### Try it
Report each line of the data that has "Pastorijstraat" somewhere in it.

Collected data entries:
____________________

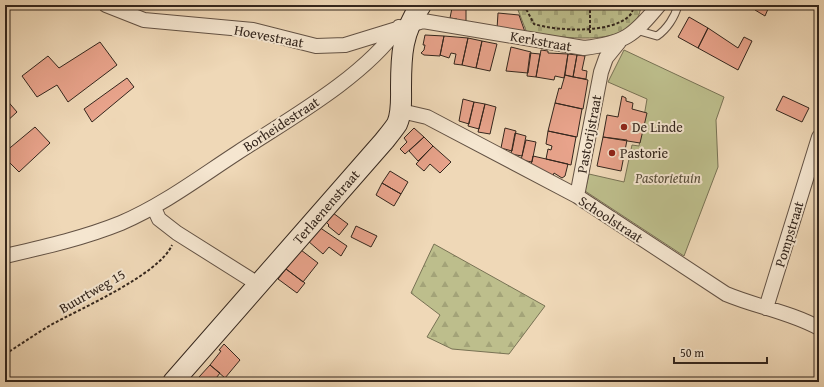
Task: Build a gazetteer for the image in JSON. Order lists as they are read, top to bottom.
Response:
{
  "streets": {
    "street": [
      "Hoevestraat",
      "Kerkstraat",
      "Borheidestraat",
      "Pastorijstraat",
      "Terlaenenstraat",
      "Schoolstraat",
      "Pompstraat"
    ],
    "path": ["Buurtweg 15"]
  },
  "crossings": [
    ["Hoevestraat", "Kerkstraat"],
    ["Hoevestraat", "Borheidestraat"],
    ["Hoevestraat", "Terlaenenstraat"],
    ["Kerkstraat", "Borheidestraat"],
    ["Kerkstraat", "Pastorijstraat"],
    ["Kerkstraat", "Terlaenenstraat"],
    ["Borheidestraat", "Terlaenenstraat"],
    ["Pastorijstraat", "Schoolstraat"],
    ["Terlaenenstraat", "Schoolstraat"],
    ["Schoolstraat", "Pompstraat"]
  ],
  "parks": ["Pastorietuin"],
  "places": ["De Linde", "Pastorie"],
  "scale_bar": "50 m"
}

____________________

### Reply
      "Pastorijstraat",
    ["Kerkstraat", "Pastorijstraat"],
    ["Pastorijstraat", "Schoolstraat"],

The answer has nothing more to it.